Where the F have you been?  I reported on this behavior in the futures markets in 2010, and nobody cared.  CNBC didn't care and neither did anyone else in the regulatory structure -- yet it was instantly apparent to anyone who watched, as it was going on right under everyone's nose and clearly visible over the 4th of July holiday.

It didn't take any sort of special access or view into the market; my retail trading platform showed quite-clearly a pattern of repeatedly placing bids and offers off the market and then immediately canceling them.  The counts were in the thousand contract area, which meant that with a $5,000/contact margin requirement you needed several million dollars on deposit to place these orders for initial margin.

Well, was that money on deposit?  Let's ask that question first because if it wasn't the order should have never been able to be placed at all.

Second, why wasn't this crap stopped instantly when it was noted to be happening?  It required no special power to observe, you only had to give a crap because all orders are tagged with their originating FCM and thus can be traced.  Quite clearly the so-called regulators clearly did not give a damn.

Third, I don't believe for one second that there was only one guy doing this -- not then and not now.

So-called high frequency trading, to the extent it is abusive rather than legitimate, has a simple solution as I have propounded upon for the last five years: Require every order that is placed to be valid for at least two seconds and require that every outstanding order be margined before it is accepted.

In other words an order can only be removed from the open order books by either (1) execution or (2) a cancel which is not effective until two full seconds have elapsed after the order was placed.

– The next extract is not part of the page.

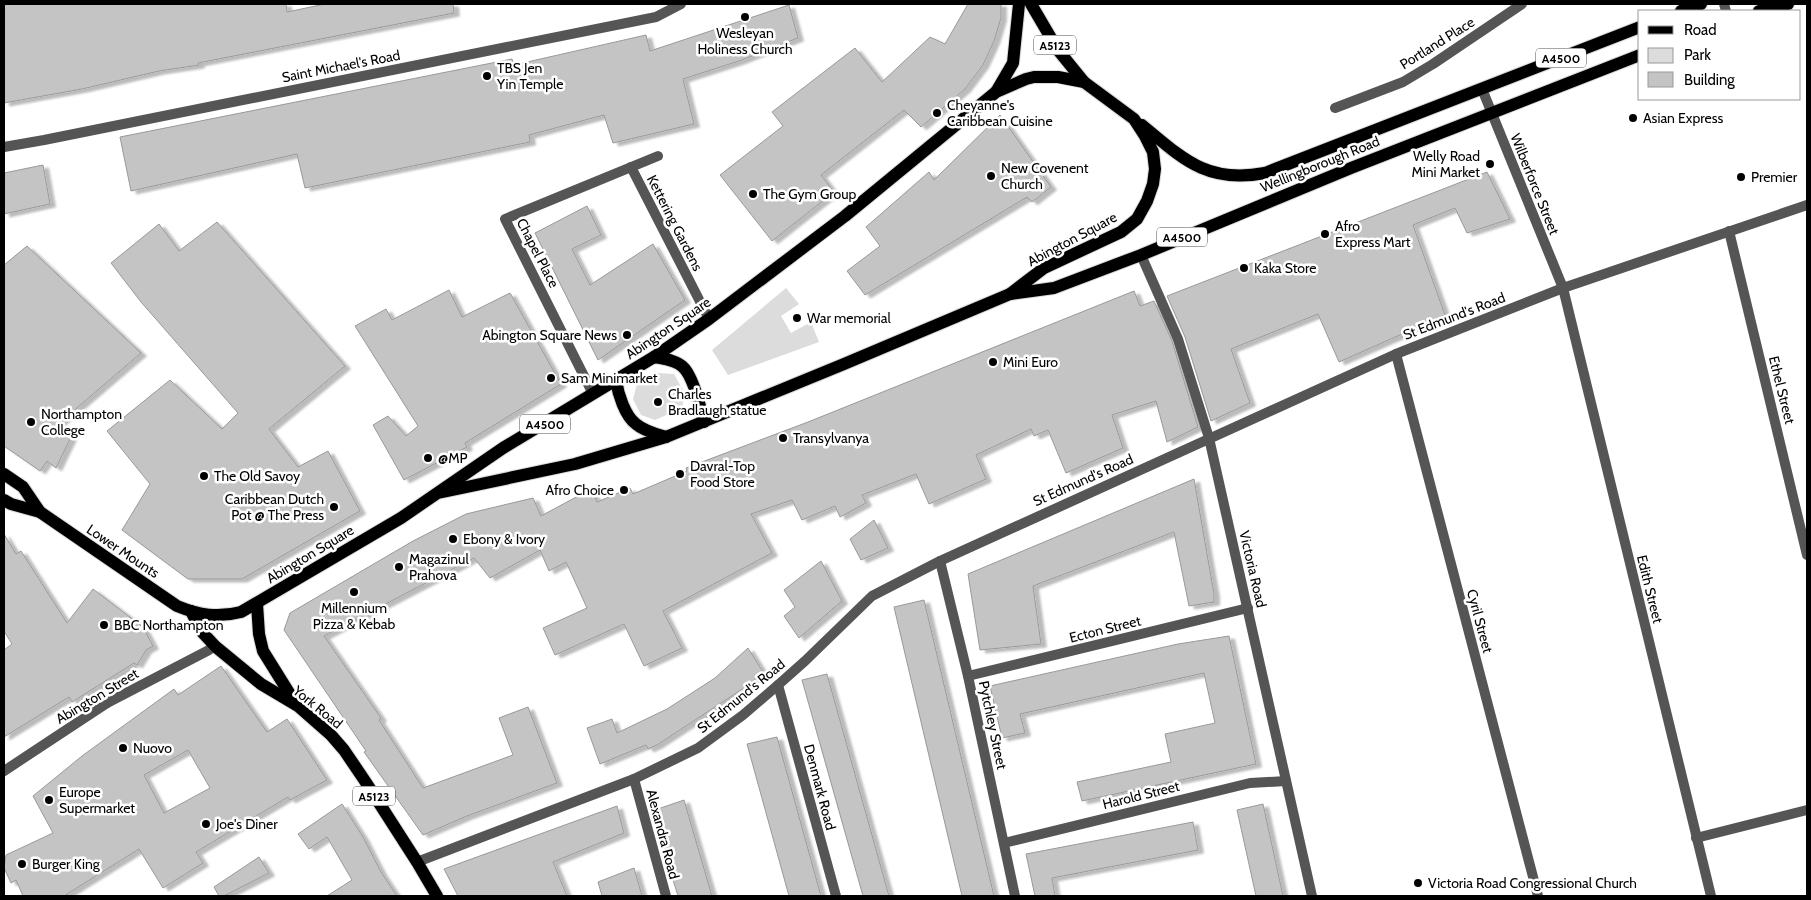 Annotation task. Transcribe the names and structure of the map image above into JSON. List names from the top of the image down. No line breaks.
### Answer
{"streets":{"main road":["A5123","A4500","Wellingborough Road","Abington Square","Lower Mounts","York Road"],"street":["Portland Place","Saint Michael's Road","Wilberforce Street","Kettering Gardens","Chapel Place","St Edmund's Road","Ethel Street","Victoria Road","Edith Street","Cyril Street","Ecton Street","Abington Street","Pytchley Street","Denmark Road","Harold Street","Alexandra Road"]},"crossings":[["A5123","Abington Square"],["Wellingborough Road","Wilberforce Street"],["Wellingborough Road","Abington Square"],["Wellingborough Road","Victoria Road"],["Wilberforce Street","St Edmund's Road"],["Wilberforce Street","Edith Street"],["Kettering Gardens","Abington Square"],["Kettering Gardens","Chapel Place"],["Abington Square","Chapel Place"],["Abington Square","Lower Mounts"],["Abington Square","York Road"],["St Edmund's Road","Ethel Street"],["St Edmund's Road","Victoria Road"],["St Edmund's Road","Edith Street"],["St Edmund's Road","Cyril Street"],["St Edmund's Road","York Road"],["St Edmund's Road","Pytchley Street"],["St Edmund's Road","Denmark Road"],["St Edmund's Road","Alexandra Road"],["Lower Mounts","York Road"],["Victoria Road","Ecton Street"],["Victoria Road","Harold Street"],["Ecton Street","Pytchley Street"],["Pytchley Street","Harold Street"]],"places":["Wesleyan Holiness Church","TBS Jen Yin Temple","Cheyanne's Caribbean Cuisine","Asian Express","Welly Road Mini Market","New Covenent Church","Premier","The Gym Group","Afro Express Mart","Kaka Store","War memorial","Abington Square News","Mini Euro","Sam Minimarket","Charles Bradlaugh statue","Northampton College","Transylvanya","@MP","Davral-Top Food Store","The Old Savoy","Afro Choice","Caribbean Dutch Pot @ The Press","Ebony & Ivory","Magazinul Prahova","Millennium Pizza & Kebab","BBC Northampton","Nuovo","Europe Supermarket","Joe's Diner","Burger King","Victoria Road Congressional Church"],"legend":["Road","Park","Building"]}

Further, all outstanding orders must be margined.  That is, you must be able to clear every order, individually and without offset, that you have open at any given instant in time.

This would instantly stop these abusive order patterns as if you tried it you'd be subject to having them hit and you couldn't issue more of them than you had margin in deposit to clear at any instant in time.

But no, we can't do that -- because if we did then manipulating the market upward wouldn't happen either -- and it's only the downward moves that get the regulator's attention!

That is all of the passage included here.